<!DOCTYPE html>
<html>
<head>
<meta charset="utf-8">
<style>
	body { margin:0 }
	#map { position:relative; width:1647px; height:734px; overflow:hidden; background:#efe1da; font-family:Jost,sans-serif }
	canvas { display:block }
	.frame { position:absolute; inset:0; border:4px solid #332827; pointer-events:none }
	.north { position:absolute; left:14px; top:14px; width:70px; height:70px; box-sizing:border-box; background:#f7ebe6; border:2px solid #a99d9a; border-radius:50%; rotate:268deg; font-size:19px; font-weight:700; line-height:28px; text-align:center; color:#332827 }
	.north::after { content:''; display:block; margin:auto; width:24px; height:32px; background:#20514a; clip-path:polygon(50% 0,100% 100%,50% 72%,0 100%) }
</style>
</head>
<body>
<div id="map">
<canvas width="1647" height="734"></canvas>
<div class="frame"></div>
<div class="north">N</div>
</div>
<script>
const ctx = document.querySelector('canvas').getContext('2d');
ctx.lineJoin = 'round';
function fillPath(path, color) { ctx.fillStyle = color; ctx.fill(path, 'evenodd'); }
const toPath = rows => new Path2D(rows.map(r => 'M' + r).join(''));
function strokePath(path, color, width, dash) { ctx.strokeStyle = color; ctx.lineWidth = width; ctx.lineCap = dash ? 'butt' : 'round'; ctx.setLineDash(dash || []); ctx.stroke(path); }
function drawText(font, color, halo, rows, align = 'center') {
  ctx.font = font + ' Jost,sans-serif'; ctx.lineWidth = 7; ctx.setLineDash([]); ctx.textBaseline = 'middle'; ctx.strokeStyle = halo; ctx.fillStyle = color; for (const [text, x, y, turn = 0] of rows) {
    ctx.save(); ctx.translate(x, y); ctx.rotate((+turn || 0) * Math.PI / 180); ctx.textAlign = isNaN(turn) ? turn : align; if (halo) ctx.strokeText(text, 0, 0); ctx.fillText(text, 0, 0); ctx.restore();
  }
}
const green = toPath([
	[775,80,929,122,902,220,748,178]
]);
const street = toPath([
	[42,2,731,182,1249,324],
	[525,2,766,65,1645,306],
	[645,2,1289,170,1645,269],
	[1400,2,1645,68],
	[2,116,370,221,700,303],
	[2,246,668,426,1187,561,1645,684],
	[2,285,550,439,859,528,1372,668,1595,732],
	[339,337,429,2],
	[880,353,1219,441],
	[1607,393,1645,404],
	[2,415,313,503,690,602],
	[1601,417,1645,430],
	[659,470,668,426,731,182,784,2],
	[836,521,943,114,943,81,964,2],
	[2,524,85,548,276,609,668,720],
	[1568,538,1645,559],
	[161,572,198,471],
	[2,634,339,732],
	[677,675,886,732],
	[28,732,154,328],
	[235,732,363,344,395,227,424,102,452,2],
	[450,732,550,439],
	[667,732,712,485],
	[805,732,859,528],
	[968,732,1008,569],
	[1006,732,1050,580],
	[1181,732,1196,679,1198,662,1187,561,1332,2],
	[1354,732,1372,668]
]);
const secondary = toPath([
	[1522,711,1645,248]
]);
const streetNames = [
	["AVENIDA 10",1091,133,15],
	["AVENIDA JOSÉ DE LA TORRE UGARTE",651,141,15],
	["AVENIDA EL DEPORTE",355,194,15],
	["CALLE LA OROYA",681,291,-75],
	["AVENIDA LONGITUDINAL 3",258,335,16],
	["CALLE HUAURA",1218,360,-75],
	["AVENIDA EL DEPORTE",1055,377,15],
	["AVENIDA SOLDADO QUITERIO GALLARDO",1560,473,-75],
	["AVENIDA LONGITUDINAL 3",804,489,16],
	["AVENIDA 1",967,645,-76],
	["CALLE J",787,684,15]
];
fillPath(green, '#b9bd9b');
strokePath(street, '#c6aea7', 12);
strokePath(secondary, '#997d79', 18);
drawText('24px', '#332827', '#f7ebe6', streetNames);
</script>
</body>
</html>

━━━━━━━━

• _WHAT TO DO_:
Only lines with the word "turn" count here; copy every one from the records.

• _TASK RESPONSE_:
  ctx.font = font + ' Jost,sans-serif'; ctx.lineWidth = 7; ctx.setLineDash([]); ctx.textBaseline = 'middle'; ctx.strokeStyle = halo; ctx.fillStyle = color; for (const [text, x, y, turn = 0] of rows) {
    ctx.save(); ctx.translate(x, y); ctx.rotate((+turn || 0) * Math.PI / 180); ctx.textAlign = isNaN(turn) ? turn : align; if (halo) ctx.strokeText(text, 0, 0); ctx.fillText(text, 0, 0); ctx.restore();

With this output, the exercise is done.